START DATA SHOWN

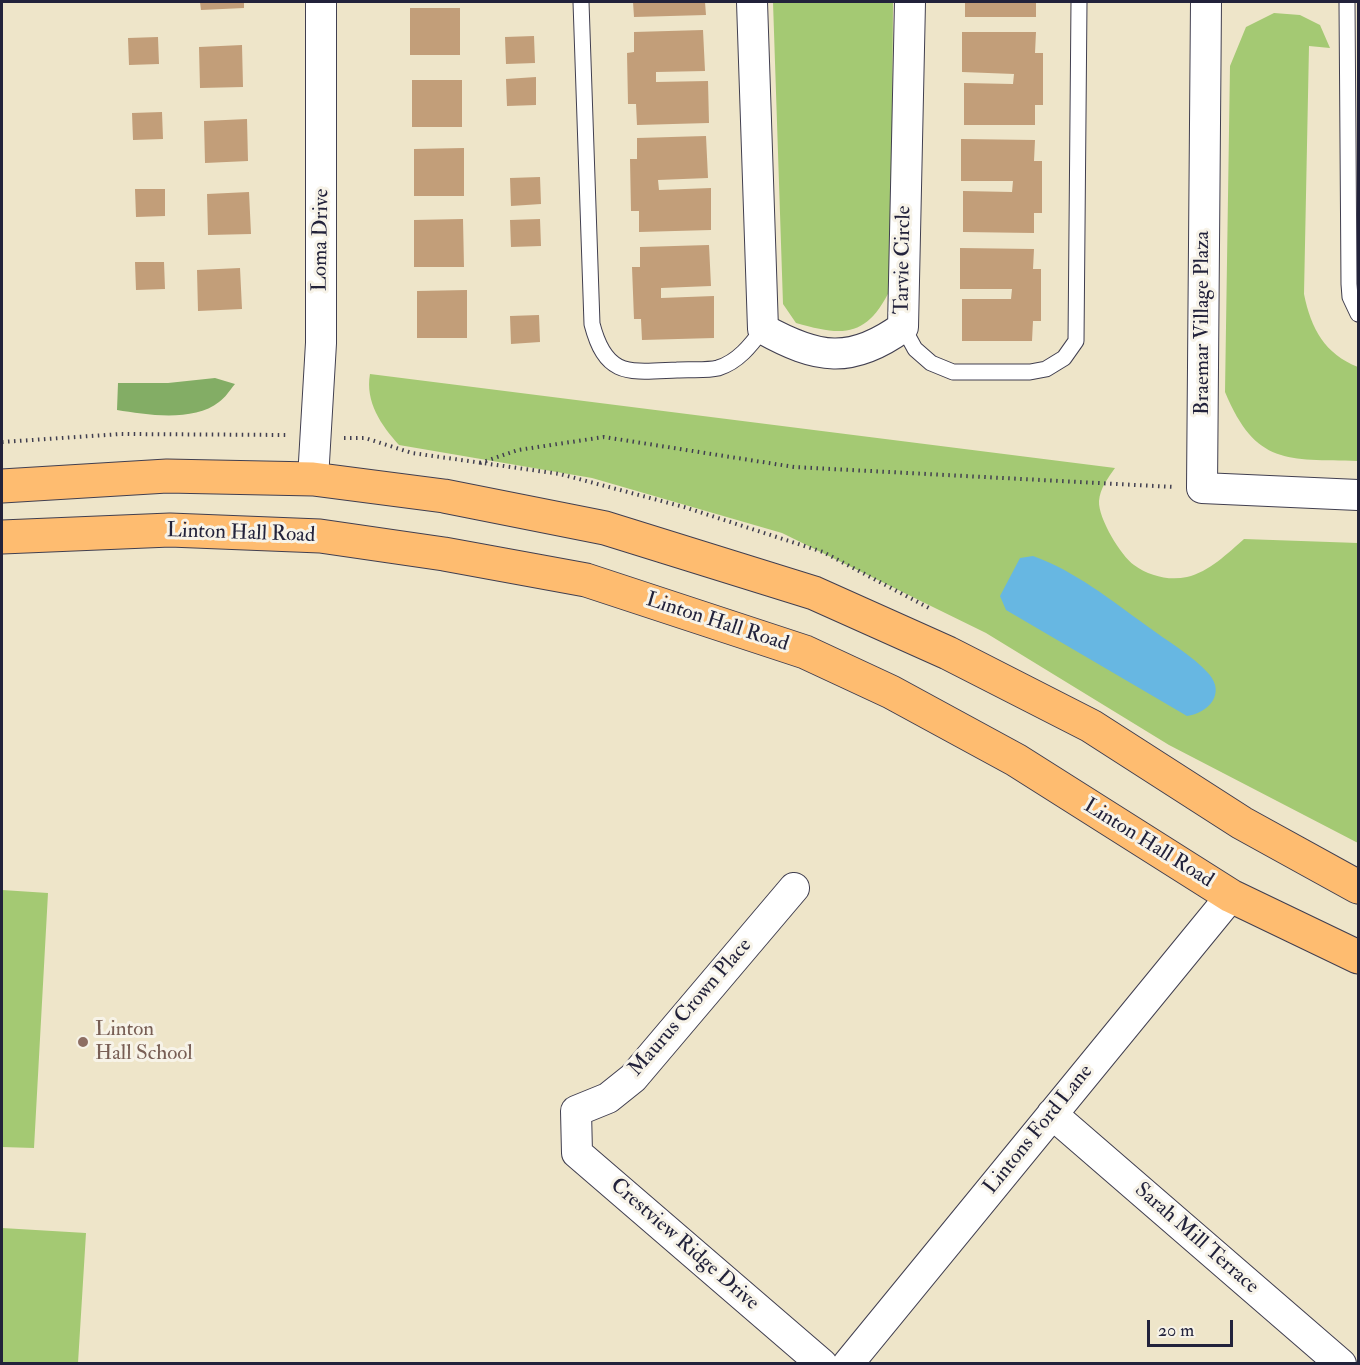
<!DOCTYPE html>
<style>
body{margin:0}
#map{position:relative;width:1360px;height:1365px;overflow:hidden;background:#eee5c9;font-family:"IM FELL Double Pica",serif}
canvas{display:block}
.frame{position:absolute;inset:0;border:3px solid #22223b;pointer-events:none}
.scale{position:absolute;left:1147px;top:1320px;width:86px;height:27px;box-sizing:border-box;border:3px solid #22223b;border-top:0;padding-left:8px;font-size:18px;line-height:21px;white-space:nowrap;color:#22223b;-webkit-text-stroke:4px #f7f3e8;paint-order:stroke}
</style>
<div id="map">
<canvas width="1360" height="1365"></canvas>
<div class="frame"></div>
<div class="scale">20 m</div>
</div>
<script>
const c = document.querySelector('canvas').getContext('2d');
c.lineJoin = 'round';
function fillPath(path, color) { c.fillStyle = color; c.fill(path, 'evenodd'); }
function stroke(path, color, width, dash) { c.strokeStyle = color; c.lineWidth = width; c.lineCap = dash ? 'butt' : 'round'; c.setLineDash(dash || []); c.stroke(path); }
function write(font, color, halo, rows, align = 'center') {
  c.font = font + ' "IM FELL Double Pica",serif'; c.lineWidth = 6; c.setLineDash([]); c.textBaseline = 'middle'; c.strokeStyle = halo; c.fillStyle = color; for (const [text, x, y, turn = 0] of rows) {
    c.save(); c.translate(x, y); c.rotate((+turn || 0) * Math.PI / 180); c.textAlign = isNaN(turn) ? turn : align; if (halo) c.strokeText(text, 0, 0); c.fillText(text, 0, 0); c.restore();
  }
}
const green = new Path2D(`
 M773 2H893L891 288C867 337 845 337 796 323L783 304Z
 M1274 13 1300 15 1320 25 1330 48 1309 46 1304 294C1311 329 1325 354 1358 367V461C1287 459 1256 466 1225 392L1230 66 1246 27Z
 M370 374 1115 468C1108 478 1100 488 1099 501 1098 518 1121 556 1134 565 1149 576 1169 581 1187 577 1209 572 1228 553 1244 539L1358 543V843L1169 745 986 633 782 533 592 478 399 445C381 425 365 402 370 374Z
 M2 890 48 893 34 1148 2 1147Z
 M2 1228 86 1233 78 1363H2Z`);
const forest = new Path2D(`
 M215 378 235 384C230 390 225 398 219 402 194 422 147 415 117 410L118 383H168Z`);
const water = new Path2D(`
 M1033 556C1075 571 1111 600 1147 626 1167 641 1192 655 1209 674 1226 694 1208 713 1187 716L1006 610 1000 596 1020 558Z`);
const building = new Path2D(`
 M200 2H244V8L201 10Z
 M633 2H705L706 15 634 17Z
 M965 2H1036V17H965Z
 M410 8H460V55H410Z
 M703 30 705 71 656 72V82L708 81 709 123 637 125 636 104H628L627 53 634 52V32Z
 M962 32H1036L1035 53H1043V105H1035V125H964V83L1013 84 1014 74 962 72Z
 M534 36 535 63 506 64 505 37Z
 M158 37 159 64 129 65 128 38Z
 M242 45 243 87 200 88 199 47Z
 M536 77V105L507 106 506 79Z
 M412 80H462V127H412Z
 M162 112 163 139 133 140 132 113Z
 M247 119 248 161 205 163 204 121Z
 M706 136 708 178 658 180 659 190 711 188V230L639 232V211H631L630 159H637V138Z
 M961 139 1035 140 1034 161H1042V213H1034V233L963 232V191L1012 192 1013 181H961Z
 M464 148V196H414V149Z
 M540 177 541 204 511 206 510 178Z
 M135 189H165V216L136 217Z
 M249 192 251 234 208 235 207 194Z
 M463 219 464 267H414V220Z
 M540 219 541 246 511 247 510 220Z
 M709 245 711 286 661 288V298L714 296V338L642 340 641 319H634L632 267H640V247Z
 M960 248 1034 249 1033 269H1041V321H1033L1032 341H962V299H1011L1012 289H960Z
 M135 262H164L165 289 136 290Z
 M240 268 242 309 198 311 197 270Z
 M467 290V338H417V291Z
 M539 315 540 342 511 344 510 316Z`);
const path = new Path2D(`
 M344 438H365L412 453 560 474 684 507 823 552 931 609
 M2 442 121 434 288 435
 M480 463 518 450 604 437 794 467 1174 487`);
const service = new Path2D(`
 M581 2 592 324C606 378 629 372 677 370 689 369 706 371 718 368 738 362 751 345 763 329
 M1347 2 1349 284 1350 297 1358 314
 M903 327 915 349 931 363 953 372H1030L1046 369 1064 358 1076 341 1079 2`);
const minor = new Path2D(`
 M752 2 763 329C817 359 851 365 903 327L910 2
 M1206 2 1202 488 1358 495
 M313 479 321 343V2
 M794 888 633 1078 608 1098 576 1111 577 1153 822 1364
 M1052 1114 1341 1364
 M848 1364 1231 896`);
const primary = new Path2D(`
 M2 486 167 476 313 479 444 496 605 528 814 593 948 653 1091 726 1242 823 1358 887
 M2 537 170 530 320 536 444 554 586 580 805 652 891 692 1016 760 1231 896 1358 957`);
const markers = [
 [83,1042,6,"#8d6e63"]
];
const streetNames = [
 ["Loma Drive",322,240,-89],
 ["Tarvie Circle",904,260,-89],
 ["Braemar Village Plaza",1203,323,-90],
 ["Linton Hall Road",241,534,2],
 ["Linton Hall Road",717,623,18],
 ["Linton Hall Road",1148,844,32],
 ["Maurus Crown Place",691,1008,-49],
 ["Lintons Ford Lane",1039,1130,-51],
 ["Sarah Mill Terrace",1196,1239,41],
 ["Crestview Ridge Drive",684,1245,41]
];
const educationNames = [
 ["Linton",95,1030],
 ["Hall School",95,1054]
];
fillPath(green, '#a4c973');
fillPath(forest, '#83ad65');
fillPath(water, '#67b7e2');
fillPath(building, '#c29e79');
stroke(service, '#413f50', 17);
stroke(minor, '#413f50', 32);
stroke(primary, '#413f50', 35);
stroke(path, '#413f50', 4, [1.5, 4.5]);
stroke(service, '#fff', 15);
stroke(minor, '#fff', 30);
stroke(primary, '#febc70', 33);
for (const [x, y, r, color] of markers) { const dot = new Path2D(); dot.arc(x, y, r, 0, 2 * Math.PI); c.fillStyle = color; c.fill(dot); stroke(dot, '#f7f3e8', 2); }
write('21px', '#22223b', '#f7f3e8', streetNames);
write('21px', '#785e54', '#f7f3e8', educationNames, 'left');
</script>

END DATA SHOWN

* **EXERCISE BRIEF**:
Starting with the line with "fillPath(forest, '#83ad65');" above and going on through the line with "stroke(primary, '#febc70', 33);", transcribe every line exactly, both ends included, and add nothing.

* **YOUR RESPONSE**:
fillPath(forest, '#83ad65');
fillPath(water, '#67b7e2');
fillPath(building, '#c29e79');
stroke(service, '#413f50', 17);
stroke(minor, '#413f50', 32);
stroke(primary, '#413f50', 35);
stroke(path, '#413f50', 4, [1.5, 4.5]);
stroke(service, '#fff', 15);
stroke(minor, '#fff', 30);
stroke(primary, '#febc70', 33);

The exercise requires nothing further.